### Task objective
Images in the data are to be skipped, while every line is restated exactly as written.

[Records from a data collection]
━━━

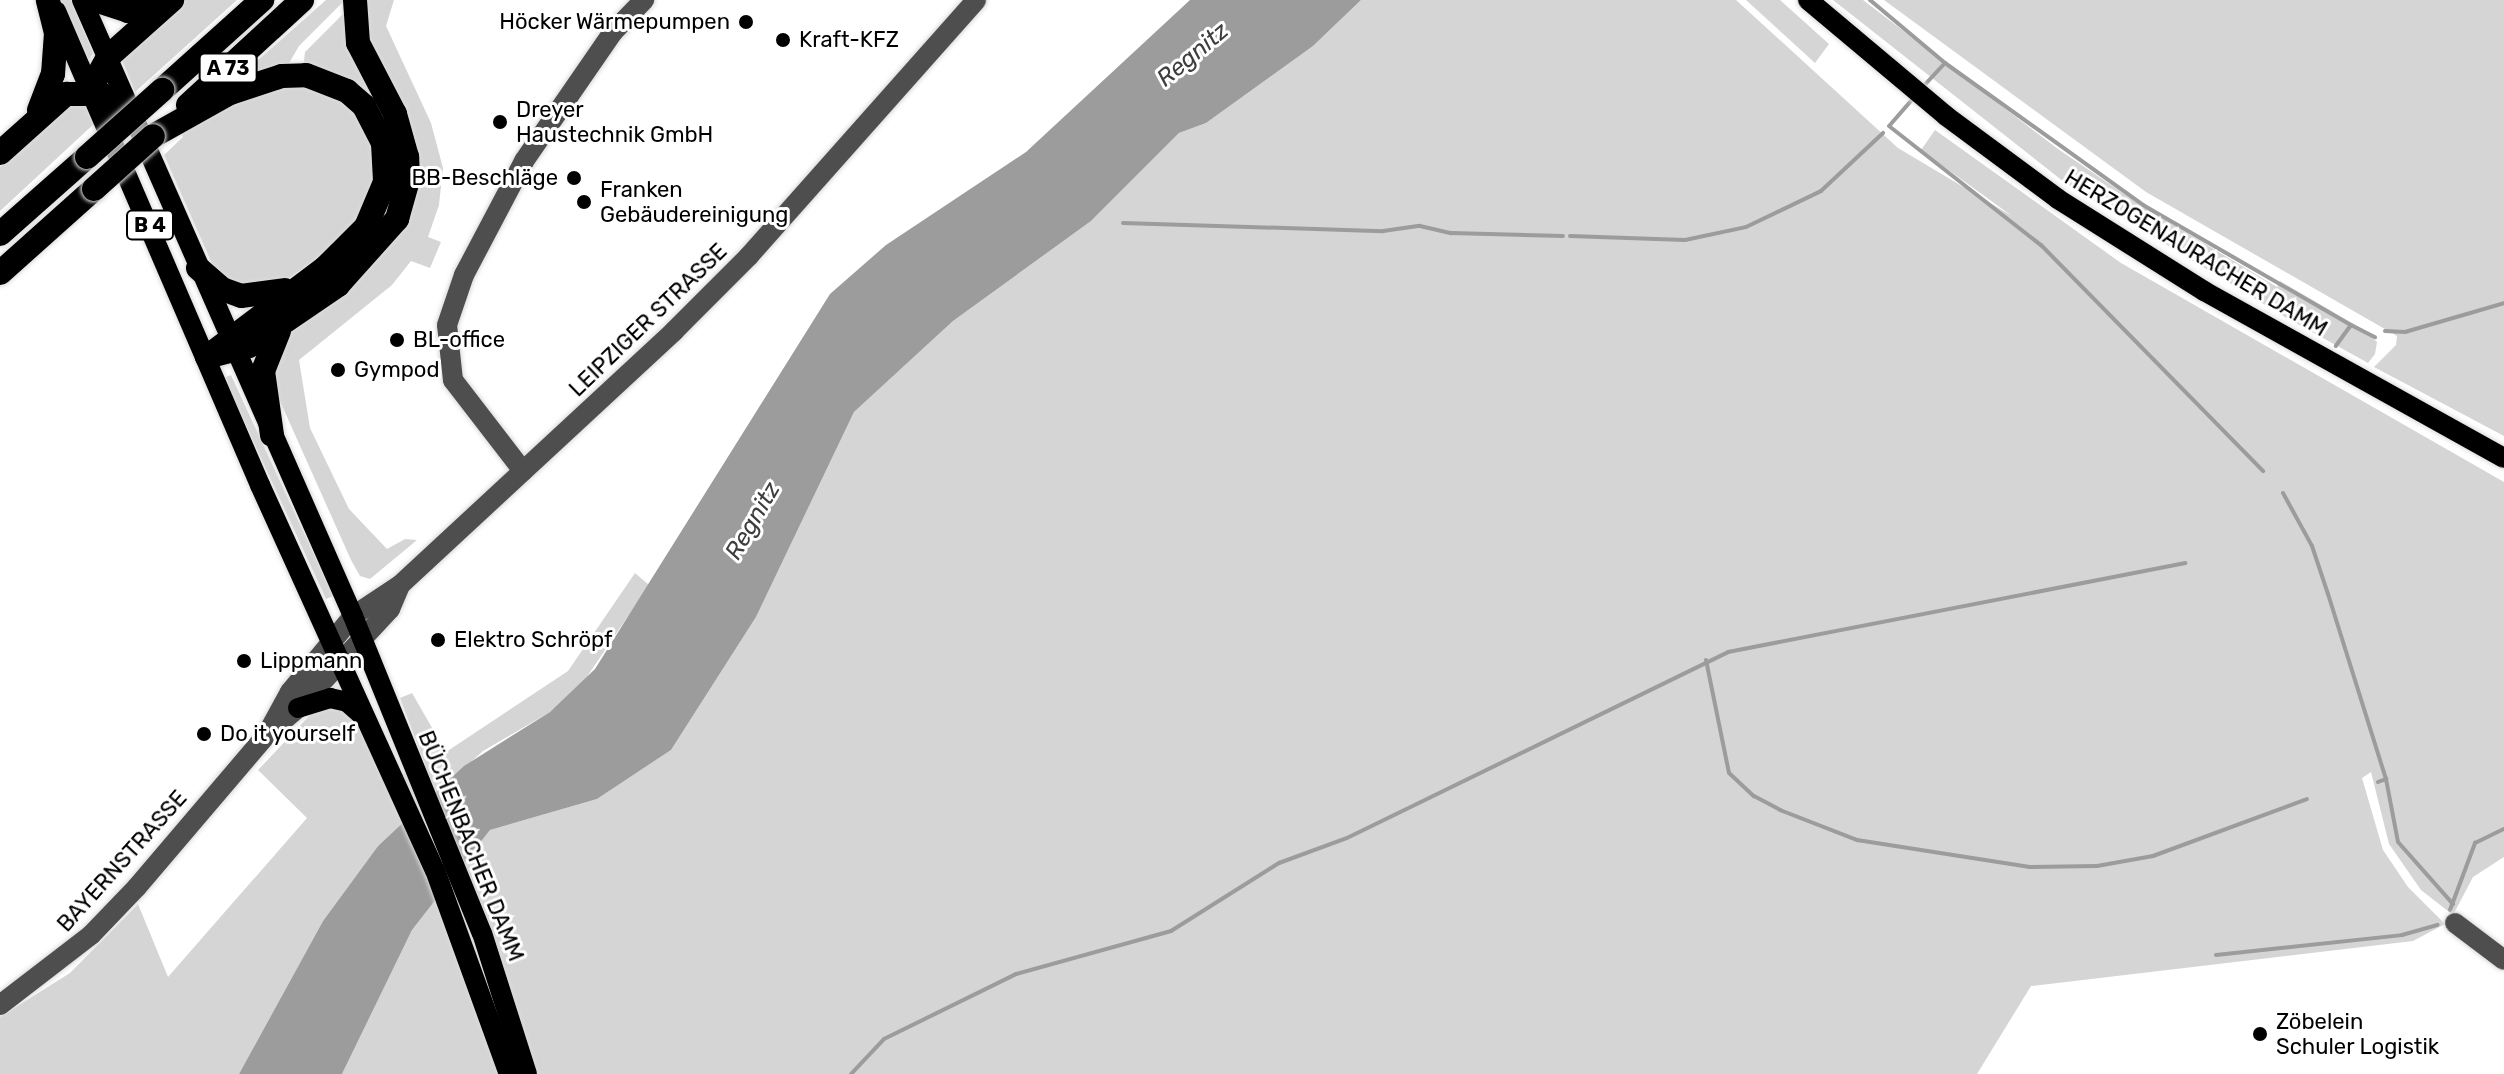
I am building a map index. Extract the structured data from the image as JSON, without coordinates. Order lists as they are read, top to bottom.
{
  "streets": {
    "highway": ["A 73"],
    "main road": ["B 4", "HERZOGENAURACHER DAMM", "BÜCHENBACHER DAMM"],
    "street": ["LEIPZIGER STRASSE", "BAYERNSTRASSE"]
  },
  "crossings": [
    ["B 4", "BÜCHENBACHER DAMM"],
    ["LEIPZIGER STRASSE", "BÜCHENBACHER DAMM"],
    ["BÜCHENBACHER DAMM", "BAYERNSTRASSE"]
  ],
  "water": ["Regnitz"],
  "places": [
    "Höcker Wärmepumpen",
    "Kraft-KFZ",
    "Dreyer Haustechnik GmbH",
    "BB-Beschläge",
    "Franken Gebäudereinigung",
    "BL-office",
    "Gympod",
    "Elektro Schröpf",
    "Lippmann",
    "Do it yourself",
    "Zöbelein Schuler Logistik"
  ]
}
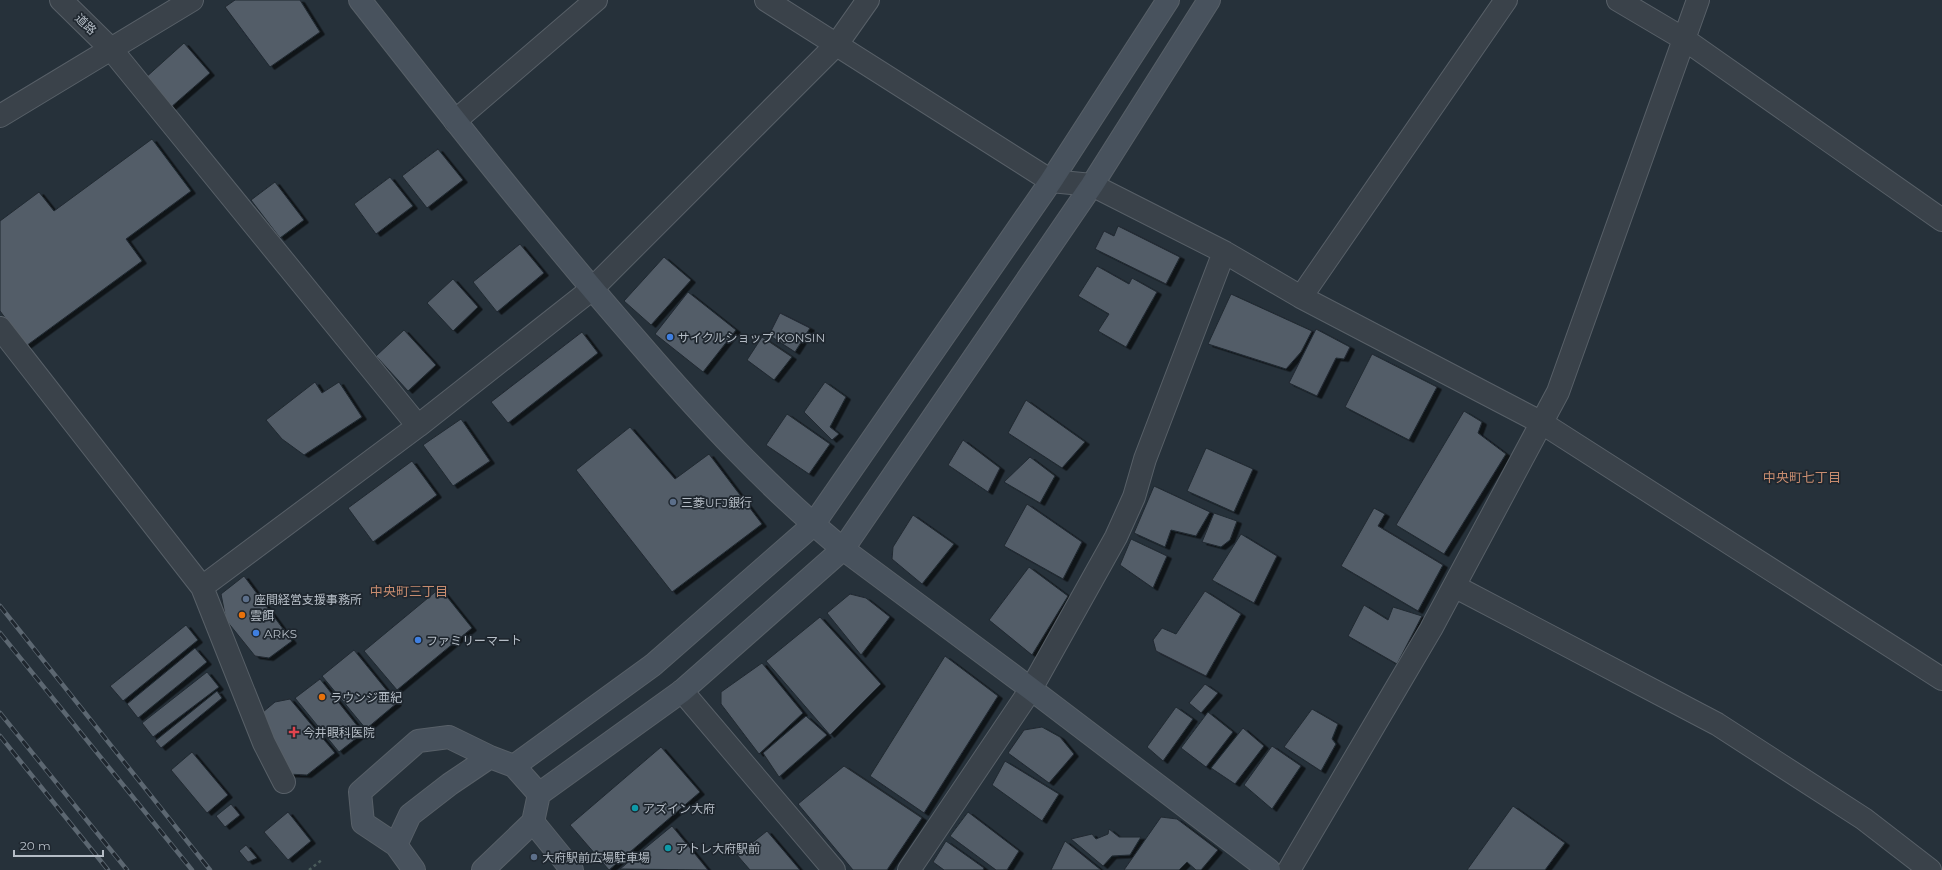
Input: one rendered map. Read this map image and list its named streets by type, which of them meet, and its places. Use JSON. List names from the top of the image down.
{
  "streets": {
    "street": ["道路"]
  },
  "districts": ["中央町七丁目", "中央町三丁目"],
  "places": {
    "other": [
      "サイクルショップ KONSIN",
      "三菱UFJ銀行",
      "座間経営支援事務所",
      "雲餌",
      "ARKS",
      "ファミリーマート",
      "ラウンジ亜紀",
      "アズイン大府",
      "アトレ大府駅前",
      "大府駅前広場駐車場"
    ],
    "health": ["今井眼科医院"]
  },
  "scale_bar": "20 m"
}
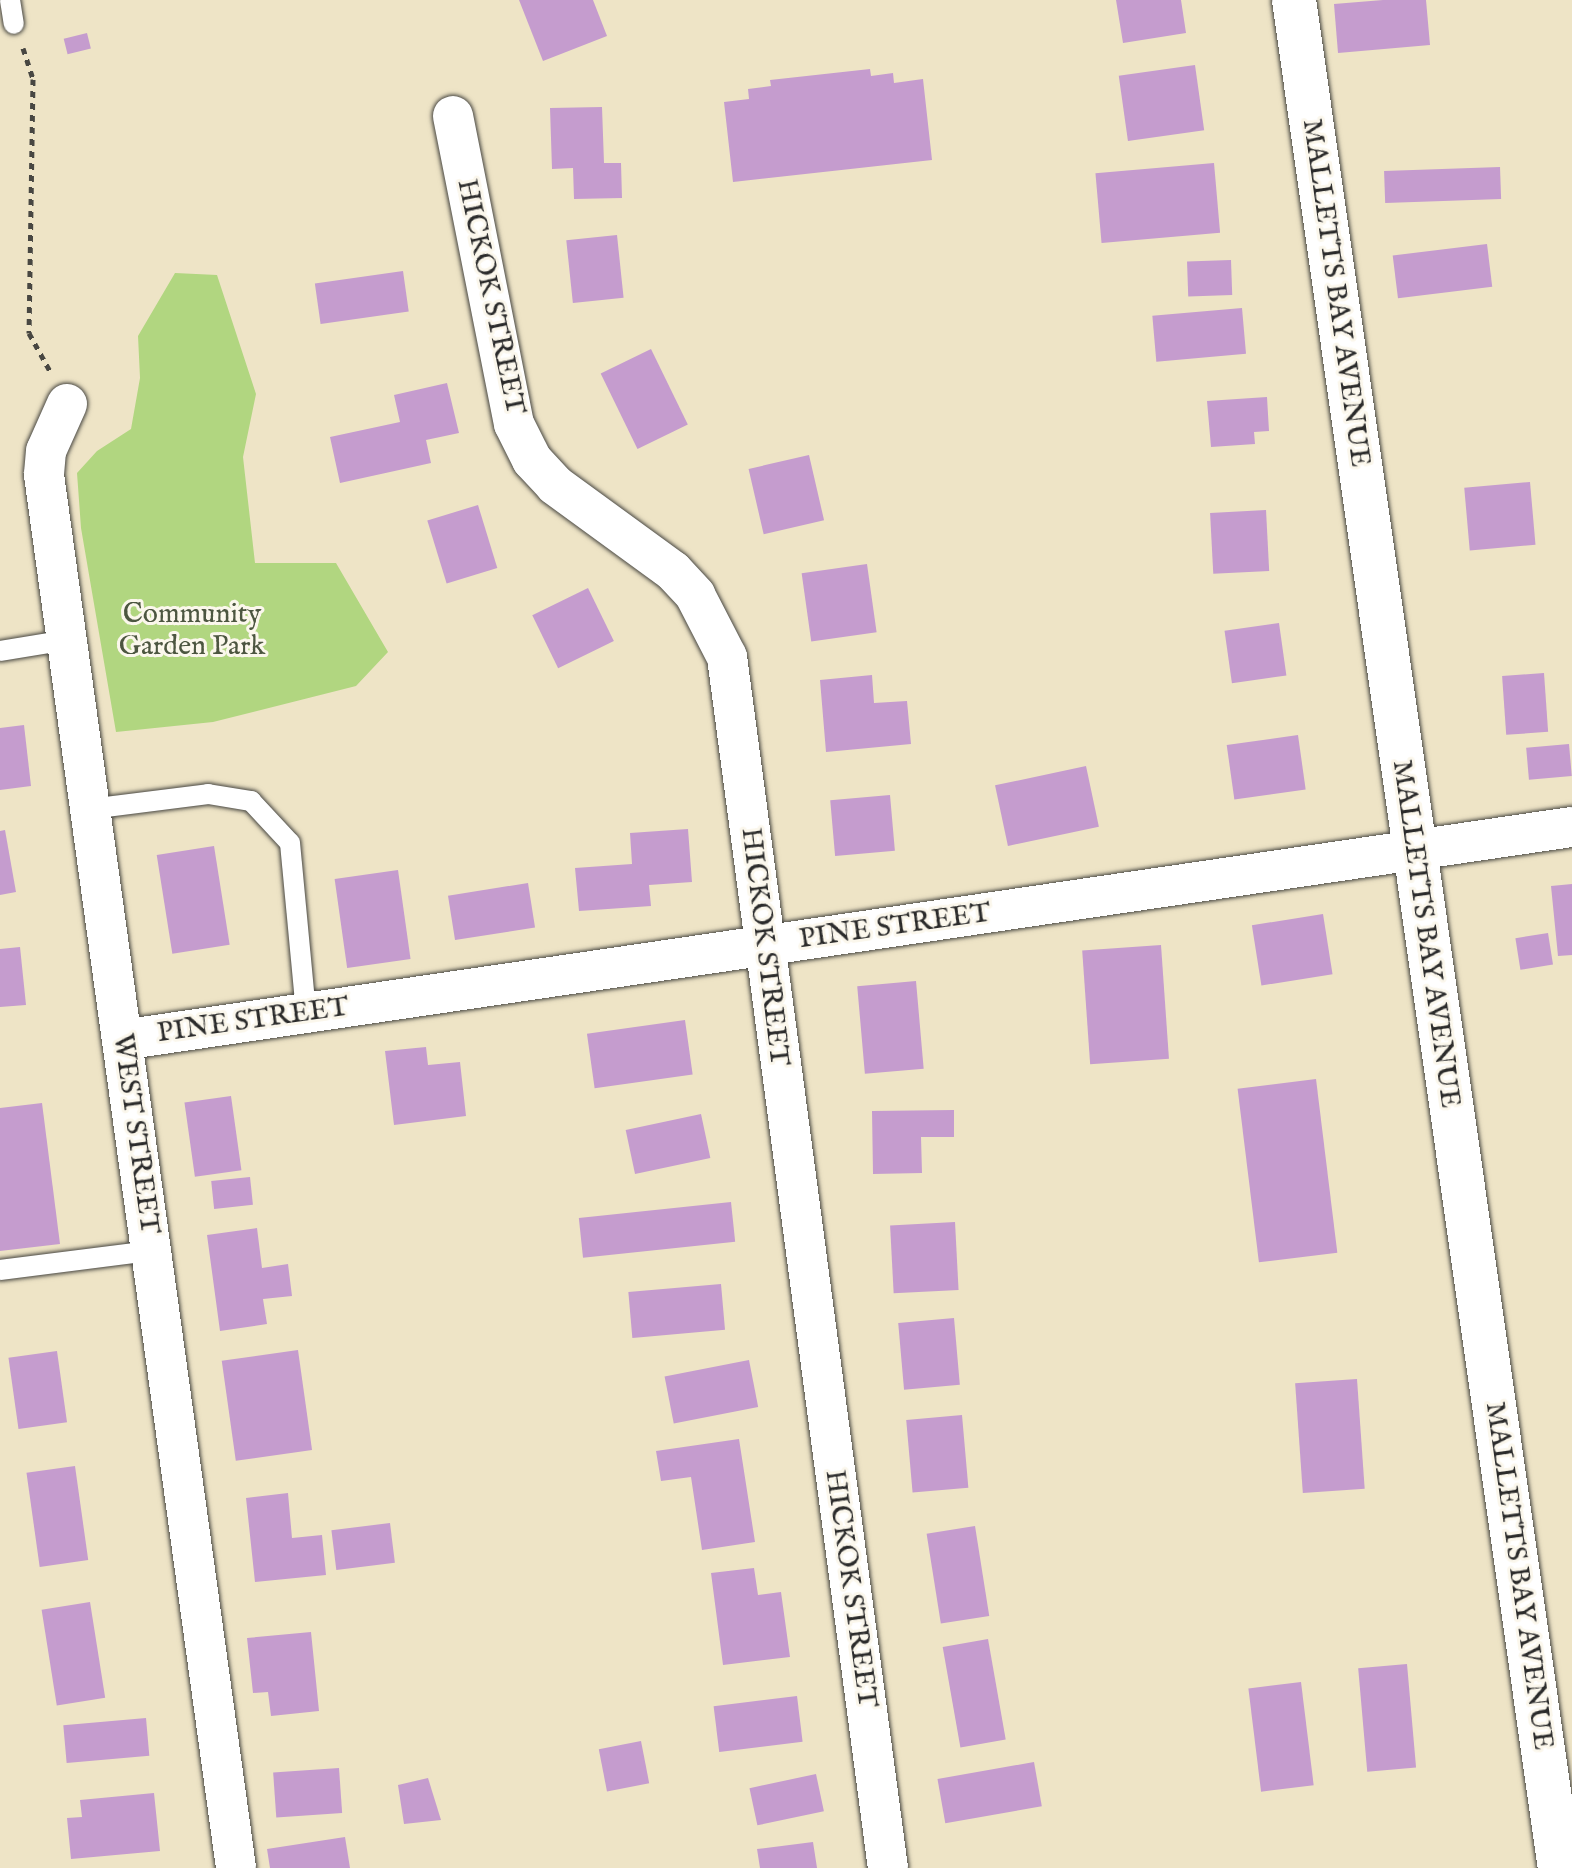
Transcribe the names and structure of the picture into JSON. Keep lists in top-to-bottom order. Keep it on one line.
{"streets":{"street":["MALLETTS BAY AVENUE","HICKOK STREET","PINE STREET","WEST STREET"]},"crossings":[["MALLETTS BAY AVENUE","PINE STREET"],["HICKOK STREET","PINE STREET"],["PINE STREET","WEST STREET"]],"parks":["Community Garden Park"]}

━━━

### Worked solution
I am building a map index. Extract the structured data from the image as JSON, without coordinates. Order lists as they are read, top to bottom.
{
  "streets": {
    "highway": ["A 73"],
    "main road": ["B 4", "HERZOGENAURACHER DAMM", "BÜCHENBACHER DAMM"],
    "street": ["LEIPZIGER STRASSE", "BAYERNSTRASSE"]
  },
  "crossings": [
    ["B 4", "BÜCHENBACHER DAMM"],
    ["LEIPZIGER STRASSE", "BÜCHENBACHER DAMM"],
    ["BÜCHENBACHER DAMM", "BAYERNSTRASSE"]
  ],
  "water": ["Regnitz"],
  "places": [
    "Höcker Wärmepumpen",
    "Kraft-KFZ",
    "Dreyer Haustechnik GmbH",
    "BB-Beschläge",
    "Franken Gebäudereinigung",
    "BL-office",
    "Gympod",
    "Elektro Schröpf",
    "Lippmann",
    "Do it yourself",
    "Zöbelein Schuler Logistik"
  ]
}
Input: one rendered map. Read this map image and list its named streets by type, which of them meet, and its places. Use JSON. List names from the top of the image down.
{
  "streets": {
    "street": ["道路"]
  },
  "districts": ["中央町七丁目", "中央町三丁目"],
  "places": {
    "other": [
      "サイクルショップ KONSIN",
      "三菱UFJ銀行",
      "座間経営支援事務所",
      "雲餌",
      "ARKS",
      "ファミリーマート",
      "ラウンジ亜紀",
      "アズイン大府",
      "アトレ大府駅前",
      "大府駅前広場駐車場"
    ],
    "health": ["今井眼科医院"]
  },
  "scale_bar": "20 m"
}
Transcribe the names and structure of the picture into JSON. Keep lists in top-to-bottom order. Keep it on one line.
{"streets":{"street":["MALLETTS BAY AVENUE","HICKOK STREET","PINE STREET","WEST STREET"]},"crossings":[["MALLETTS BAY AVENUE","PINE STREET"],["HICKOK STREET","PINE STREET"],["PINE STREET","WEST STREET"]],"parks":["Community Garden Park"]}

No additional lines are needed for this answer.